§ **Problem statement**
Extract the opening line of the entries and every line after it, stopping at and including the line that contains "display:flex; align-items:center; gap:8px;". Do not include pictures.

(Stored data)
---+---

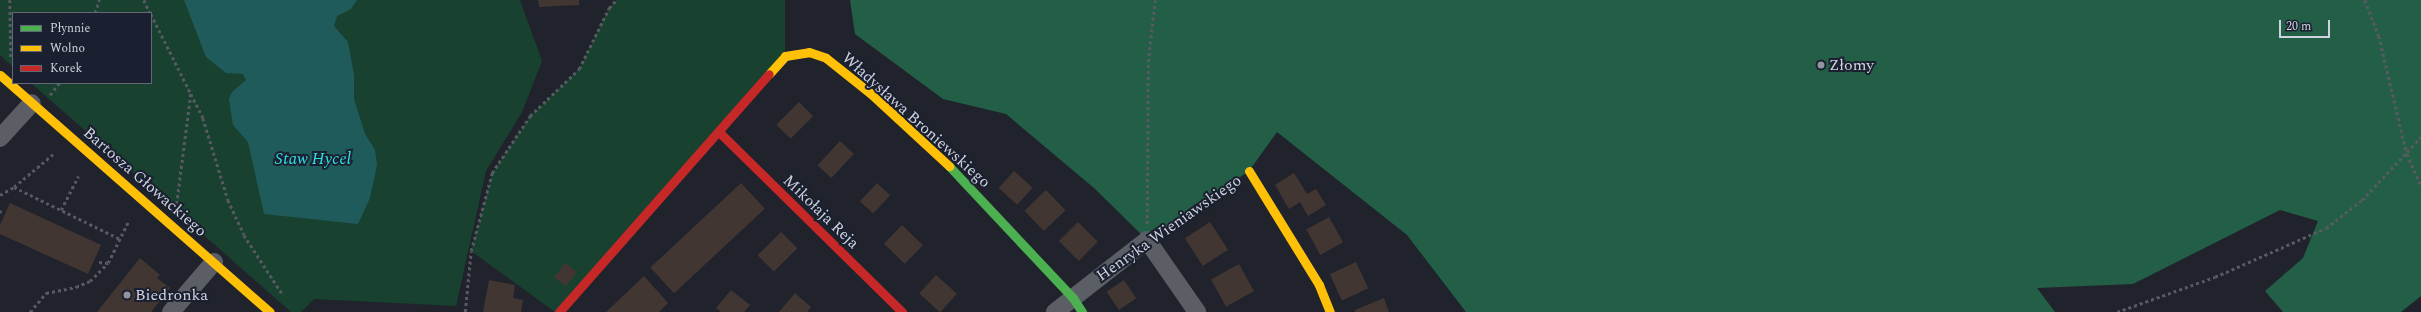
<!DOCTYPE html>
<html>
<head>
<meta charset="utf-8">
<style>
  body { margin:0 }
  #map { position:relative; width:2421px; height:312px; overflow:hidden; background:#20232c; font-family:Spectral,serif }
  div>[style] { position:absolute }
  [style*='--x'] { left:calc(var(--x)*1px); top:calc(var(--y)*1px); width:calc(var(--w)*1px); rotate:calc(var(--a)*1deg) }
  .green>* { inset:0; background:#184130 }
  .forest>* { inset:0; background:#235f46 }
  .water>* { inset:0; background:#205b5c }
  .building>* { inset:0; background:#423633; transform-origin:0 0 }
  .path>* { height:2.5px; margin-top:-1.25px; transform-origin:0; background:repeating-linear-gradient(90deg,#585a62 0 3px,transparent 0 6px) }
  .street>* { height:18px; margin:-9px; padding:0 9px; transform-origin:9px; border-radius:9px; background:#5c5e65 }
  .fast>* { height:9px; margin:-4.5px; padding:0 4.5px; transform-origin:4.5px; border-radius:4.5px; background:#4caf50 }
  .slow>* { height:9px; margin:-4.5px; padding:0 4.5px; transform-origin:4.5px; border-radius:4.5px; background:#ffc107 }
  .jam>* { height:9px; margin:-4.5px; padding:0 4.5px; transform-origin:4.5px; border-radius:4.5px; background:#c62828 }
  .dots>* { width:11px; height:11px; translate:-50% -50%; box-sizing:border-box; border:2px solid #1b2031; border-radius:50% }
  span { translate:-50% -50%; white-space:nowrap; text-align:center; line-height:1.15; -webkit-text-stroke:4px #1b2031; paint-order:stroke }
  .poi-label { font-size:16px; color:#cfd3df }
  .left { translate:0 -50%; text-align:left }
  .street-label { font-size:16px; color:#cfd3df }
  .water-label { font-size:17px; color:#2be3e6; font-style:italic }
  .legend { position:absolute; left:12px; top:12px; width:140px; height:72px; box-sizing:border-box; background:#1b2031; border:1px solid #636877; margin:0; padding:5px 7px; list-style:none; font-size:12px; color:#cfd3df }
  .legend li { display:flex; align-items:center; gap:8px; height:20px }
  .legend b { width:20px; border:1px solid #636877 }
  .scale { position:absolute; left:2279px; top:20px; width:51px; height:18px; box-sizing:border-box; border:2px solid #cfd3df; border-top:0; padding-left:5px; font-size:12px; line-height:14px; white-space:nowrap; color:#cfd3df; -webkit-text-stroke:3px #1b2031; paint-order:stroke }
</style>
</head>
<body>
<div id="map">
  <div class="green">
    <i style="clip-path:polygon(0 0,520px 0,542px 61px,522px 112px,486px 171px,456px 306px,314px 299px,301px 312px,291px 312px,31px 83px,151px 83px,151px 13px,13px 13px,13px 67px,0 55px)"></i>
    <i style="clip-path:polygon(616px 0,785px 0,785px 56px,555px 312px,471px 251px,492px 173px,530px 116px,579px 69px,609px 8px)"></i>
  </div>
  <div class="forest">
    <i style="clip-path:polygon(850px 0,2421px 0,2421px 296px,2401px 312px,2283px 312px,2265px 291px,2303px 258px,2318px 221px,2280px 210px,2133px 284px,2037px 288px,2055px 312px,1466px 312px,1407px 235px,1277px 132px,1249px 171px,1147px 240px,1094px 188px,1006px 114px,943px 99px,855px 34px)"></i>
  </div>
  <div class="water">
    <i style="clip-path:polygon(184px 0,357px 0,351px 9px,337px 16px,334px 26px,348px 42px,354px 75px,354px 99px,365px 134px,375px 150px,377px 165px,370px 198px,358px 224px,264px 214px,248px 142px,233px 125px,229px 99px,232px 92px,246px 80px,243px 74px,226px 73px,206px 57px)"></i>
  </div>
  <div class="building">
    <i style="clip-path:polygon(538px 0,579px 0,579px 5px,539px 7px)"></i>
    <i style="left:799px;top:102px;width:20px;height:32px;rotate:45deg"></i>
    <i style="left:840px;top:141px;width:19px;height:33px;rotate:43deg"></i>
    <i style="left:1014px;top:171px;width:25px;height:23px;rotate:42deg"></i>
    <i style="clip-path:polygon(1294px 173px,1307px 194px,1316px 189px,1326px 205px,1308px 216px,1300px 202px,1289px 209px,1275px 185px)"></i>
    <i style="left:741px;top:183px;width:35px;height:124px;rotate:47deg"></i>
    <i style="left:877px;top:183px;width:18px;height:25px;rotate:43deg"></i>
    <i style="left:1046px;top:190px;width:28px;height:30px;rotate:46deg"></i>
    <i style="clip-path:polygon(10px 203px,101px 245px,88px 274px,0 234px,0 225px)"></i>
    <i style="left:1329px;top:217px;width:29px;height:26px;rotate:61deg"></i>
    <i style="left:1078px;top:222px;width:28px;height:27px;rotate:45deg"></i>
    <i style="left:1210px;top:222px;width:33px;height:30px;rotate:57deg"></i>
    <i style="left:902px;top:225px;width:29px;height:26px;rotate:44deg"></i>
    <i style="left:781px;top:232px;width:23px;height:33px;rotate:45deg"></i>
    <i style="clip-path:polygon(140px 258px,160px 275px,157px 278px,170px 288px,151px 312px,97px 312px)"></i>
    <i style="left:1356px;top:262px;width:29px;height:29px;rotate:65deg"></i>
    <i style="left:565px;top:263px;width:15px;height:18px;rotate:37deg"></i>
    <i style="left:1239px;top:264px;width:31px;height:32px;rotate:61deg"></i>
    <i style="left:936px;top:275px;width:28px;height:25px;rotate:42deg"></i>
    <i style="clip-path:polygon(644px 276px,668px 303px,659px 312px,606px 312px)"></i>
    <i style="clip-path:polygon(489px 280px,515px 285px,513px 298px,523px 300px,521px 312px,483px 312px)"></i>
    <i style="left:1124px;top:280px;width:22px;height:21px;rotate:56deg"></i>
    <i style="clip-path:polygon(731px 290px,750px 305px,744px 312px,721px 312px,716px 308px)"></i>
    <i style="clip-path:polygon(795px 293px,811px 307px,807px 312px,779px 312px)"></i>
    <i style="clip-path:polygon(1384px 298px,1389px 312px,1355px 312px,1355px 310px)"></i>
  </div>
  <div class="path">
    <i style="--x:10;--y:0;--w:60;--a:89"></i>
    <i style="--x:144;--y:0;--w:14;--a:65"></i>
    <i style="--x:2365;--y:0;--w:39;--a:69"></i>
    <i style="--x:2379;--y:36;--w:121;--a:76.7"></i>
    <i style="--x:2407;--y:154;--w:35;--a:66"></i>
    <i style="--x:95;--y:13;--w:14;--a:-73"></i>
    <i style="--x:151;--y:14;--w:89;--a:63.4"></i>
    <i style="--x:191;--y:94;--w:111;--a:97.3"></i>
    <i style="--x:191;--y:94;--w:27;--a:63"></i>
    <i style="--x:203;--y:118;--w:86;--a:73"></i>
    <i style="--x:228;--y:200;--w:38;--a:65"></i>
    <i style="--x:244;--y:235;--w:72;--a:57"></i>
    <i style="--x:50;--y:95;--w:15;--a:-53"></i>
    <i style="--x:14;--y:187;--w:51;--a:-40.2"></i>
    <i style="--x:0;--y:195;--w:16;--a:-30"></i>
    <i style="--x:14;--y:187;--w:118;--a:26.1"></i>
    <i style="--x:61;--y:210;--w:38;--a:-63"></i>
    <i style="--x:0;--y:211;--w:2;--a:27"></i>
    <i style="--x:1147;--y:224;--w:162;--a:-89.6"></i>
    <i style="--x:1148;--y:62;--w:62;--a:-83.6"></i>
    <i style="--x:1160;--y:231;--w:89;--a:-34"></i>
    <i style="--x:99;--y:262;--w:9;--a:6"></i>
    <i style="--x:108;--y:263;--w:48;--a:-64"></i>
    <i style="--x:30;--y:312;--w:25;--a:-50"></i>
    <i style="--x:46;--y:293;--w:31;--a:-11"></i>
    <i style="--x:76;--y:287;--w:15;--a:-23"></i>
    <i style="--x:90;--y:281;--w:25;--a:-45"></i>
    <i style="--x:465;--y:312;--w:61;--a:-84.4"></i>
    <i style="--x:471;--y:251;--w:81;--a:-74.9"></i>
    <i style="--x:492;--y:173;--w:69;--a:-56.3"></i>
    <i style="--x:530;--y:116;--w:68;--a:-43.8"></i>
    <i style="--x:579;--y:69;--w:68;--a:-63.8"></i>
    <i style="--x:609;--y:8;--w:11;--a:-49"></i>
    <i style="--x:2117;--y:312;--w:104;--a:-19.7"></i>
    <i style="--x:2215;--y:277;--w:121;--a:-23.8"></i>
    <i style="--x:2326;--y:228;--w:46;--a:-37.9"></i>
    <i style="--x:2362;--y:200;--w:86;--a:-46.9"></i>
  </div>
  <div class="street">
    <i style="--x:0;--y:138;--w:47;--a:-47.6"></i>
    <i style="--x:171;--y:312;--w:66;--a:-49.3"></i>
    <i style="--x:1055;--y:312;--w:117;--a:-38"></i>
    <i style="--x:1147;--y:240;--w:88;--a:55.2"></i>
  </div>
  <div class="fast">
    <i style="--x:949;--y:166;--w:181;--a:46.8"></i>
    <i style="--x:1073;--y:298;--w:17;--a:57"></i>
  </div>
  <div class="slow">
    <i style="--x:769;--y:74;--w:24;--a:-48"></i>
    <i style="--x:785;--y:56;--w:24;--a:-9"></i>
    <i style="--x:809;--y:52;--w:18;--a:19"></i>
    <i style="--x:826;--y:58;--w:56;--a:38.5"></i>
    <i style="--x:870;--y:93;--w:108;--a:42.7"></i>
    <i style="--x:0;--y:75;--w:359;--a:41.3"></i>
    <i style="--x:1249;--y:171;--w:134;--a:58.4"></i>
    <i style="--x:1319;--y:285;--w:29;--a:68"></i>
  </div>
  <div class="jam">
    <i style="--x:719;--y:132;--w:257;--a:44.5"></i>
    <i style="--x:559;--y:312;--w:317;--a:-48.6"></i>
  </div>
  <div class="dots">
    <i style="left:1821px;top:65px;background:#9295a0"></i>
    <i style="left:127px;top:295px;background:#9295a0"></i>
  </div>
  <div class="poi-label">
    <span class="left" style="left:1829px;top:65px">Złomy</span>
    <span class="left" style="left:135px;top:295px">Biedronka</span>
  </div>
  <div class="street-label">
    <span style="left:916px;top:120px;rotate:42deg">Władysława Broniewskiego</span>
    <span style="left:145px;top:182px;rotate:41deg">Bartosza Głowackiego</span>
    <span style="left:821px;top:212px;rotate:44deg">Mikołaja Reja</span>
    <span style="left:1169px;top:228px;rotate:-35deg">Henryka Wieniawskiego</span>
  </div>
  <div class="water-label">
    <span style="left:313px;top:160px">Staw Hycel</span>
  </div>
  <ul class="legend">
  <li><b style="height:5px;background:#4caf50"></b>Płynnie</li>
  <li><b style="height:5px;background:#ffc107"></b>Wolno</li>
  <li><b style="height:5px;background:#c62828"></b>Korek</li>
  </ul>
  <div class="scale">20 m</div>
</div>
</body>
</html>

---+---

§ **The completed task**
<!DOCTYPE html>
<html>
<head>
<meta charset="utf-8">
<style>
  body { margin:0 }
  #map { position:relative; width:2421px; height:312px; overflow:hidden; background:#20232c; font-family:Spectral,serif }
  div>[style] { position:absolute }
  [style*='--x'] { left:calc(var(--x)*1px); top:calc(var(--y)*1px); width:calc(var(--w)*1px); rotate:calc(var(--a)*1deg) }
  .green>* { inset:0; background:#184130 }
  .forest>* { inset:0; background:#235f46 }
  .water>* { inset:0; background:#205b5c }
  .building>* { inset:0; background:#423633; transform-origin:0 0 }
  .path>* { height:2.5px; margin-top:-1.25px; transform-origin:0; background:repeating-linear-gradient(90deg,#585a62 0 3px,transparent 0 6px) }
  .street>* { height:18px; margin:-9px; padding:0 9px; transform-origin:9px; border-radius:9px; background:#5c5e65 }
  .fast>* { height:9px; margin:-4.5px; padding:0 4.5px; transform-origin:4.5px; border-radius:4.5px; background:#4caf50 }
  .slow>* { height:9px; margin:-4.5px; padding:0 4.5px; transform-origin:4.5px; border-radius:4.5px; background:#ffc107 }
  .jam>* { height:9px; margin:-4.5px; padding:0 4.5px; transform-origin:4.5px; border-radius:4.5px; background:#c62828 }
  .dots>* { width:11px; height:11px; translate:-50% -50%; box-sizing:border-box; border:2px solid #1b2031; border-radius:50% }
  span { translate:-50% -50%; white-space:nowrap; text-align:center; line-height:1.15; -webkit-text-stroke:4px #1b2031; paint-order:stroke }
  .poi-label { font-size:16px; color:#cfd3df }
  .left { translate:0 -50%; text-align:left }
  .street-label { font-size:16px; color:#cfd3df }
  .water-label { font-size:17px; color:#2be3e6; font-style:italic }
  .legend { position:absolute; left:12px; top:12px; width:140px; height:72px; box-sizing:border-box; background:#1b2031; border:1px solid #636877; margin:0; padding:5px 7px; list-style:none; font-size:12px; color:#cfd3df }
  .legend li { display:flex; align-items:center; gap:8px; height:20px }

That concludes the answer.